STUDY MATERIAL below:

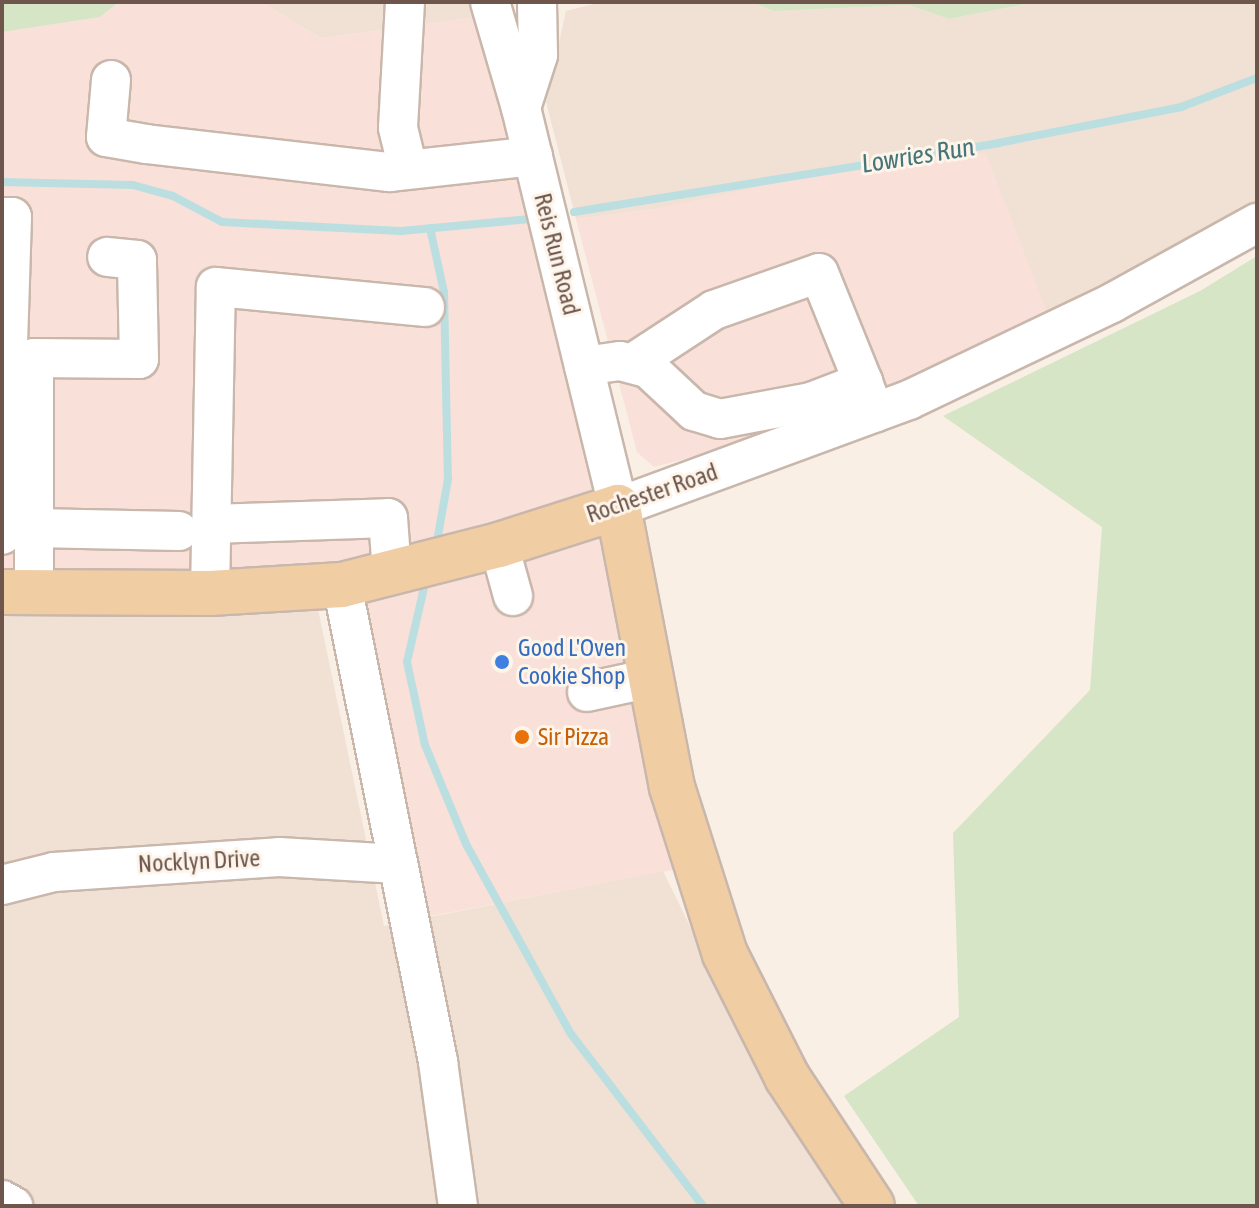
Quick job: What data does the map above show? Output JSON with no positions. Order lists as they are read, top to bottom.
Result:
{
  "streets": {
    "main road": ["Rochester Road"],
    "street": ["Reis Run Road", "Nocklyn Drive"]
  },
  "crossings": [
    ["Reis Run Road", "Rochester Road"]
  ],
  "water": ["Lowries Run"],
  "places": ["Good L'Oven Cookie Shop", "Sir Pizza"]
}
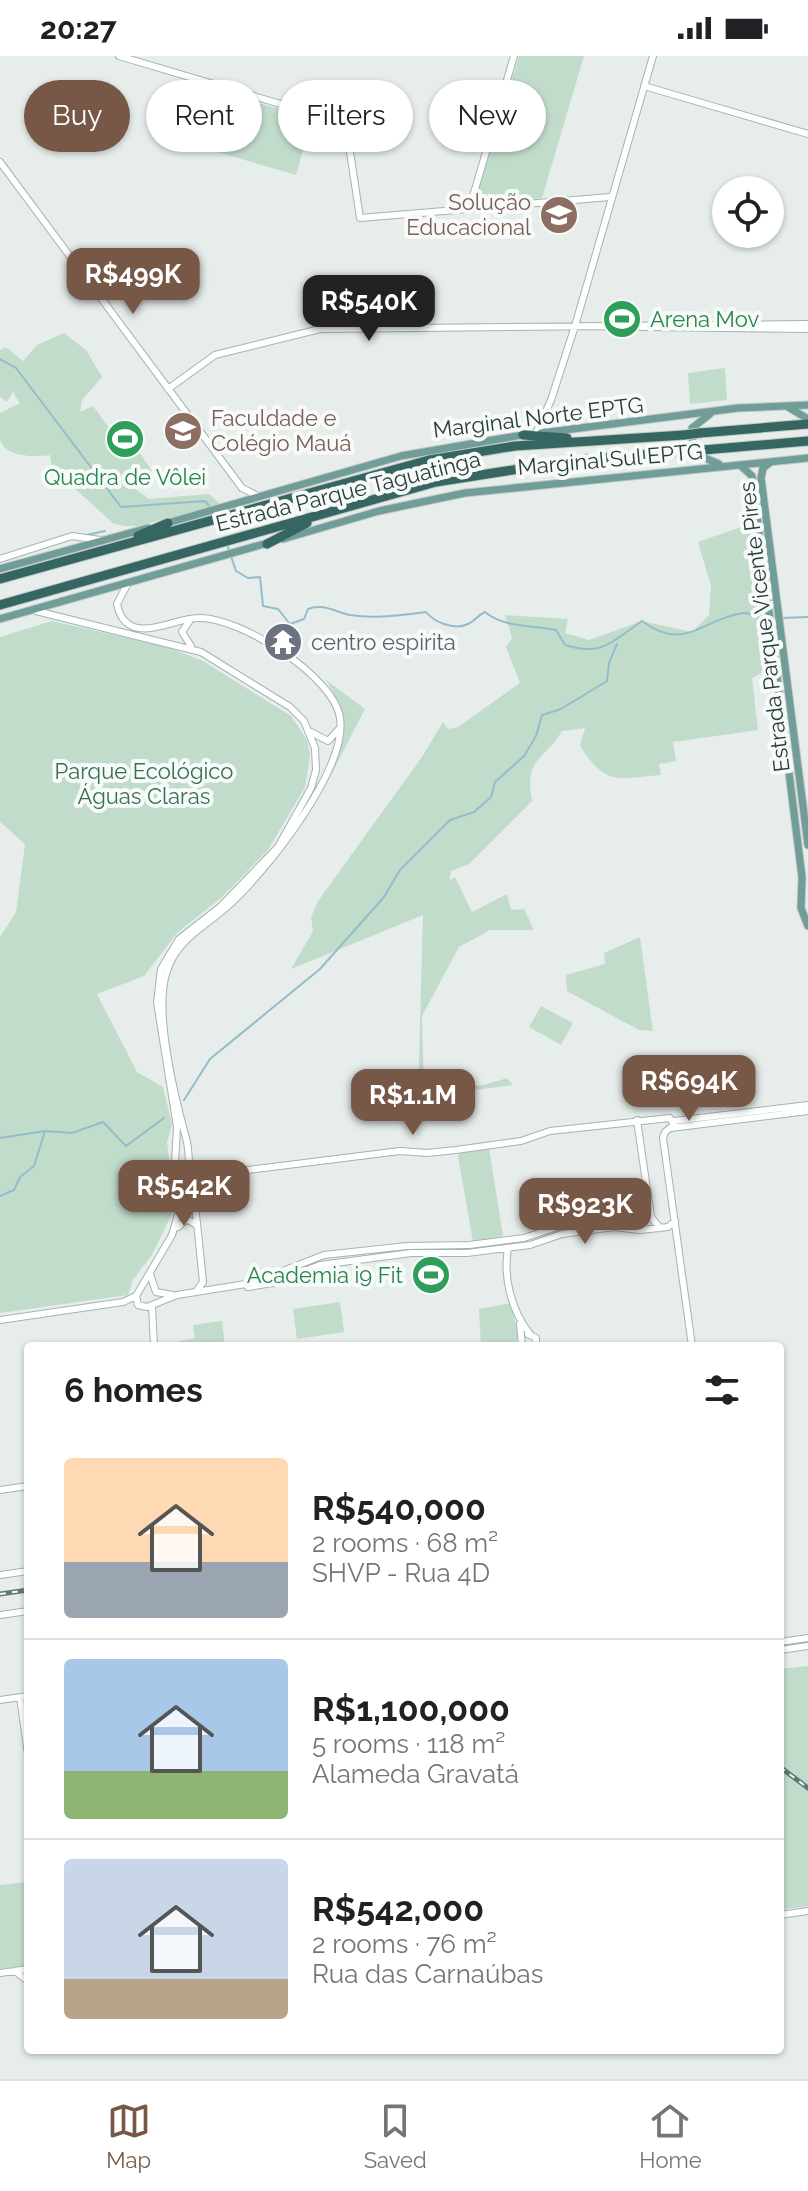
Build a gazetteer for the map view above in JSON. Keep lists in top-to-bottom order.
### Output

End of STUDY MATERIAL.

WORK REQUIRED: Please go through the data above and copy each line containing the word "JSON".

RESULT:
Quick job: What data does the map above show? Output JSON with no positions. Order lists as they are read, top to bottom.
Build a gazetteer for the map view above in JSON. Keep lists in top-to-bottom order.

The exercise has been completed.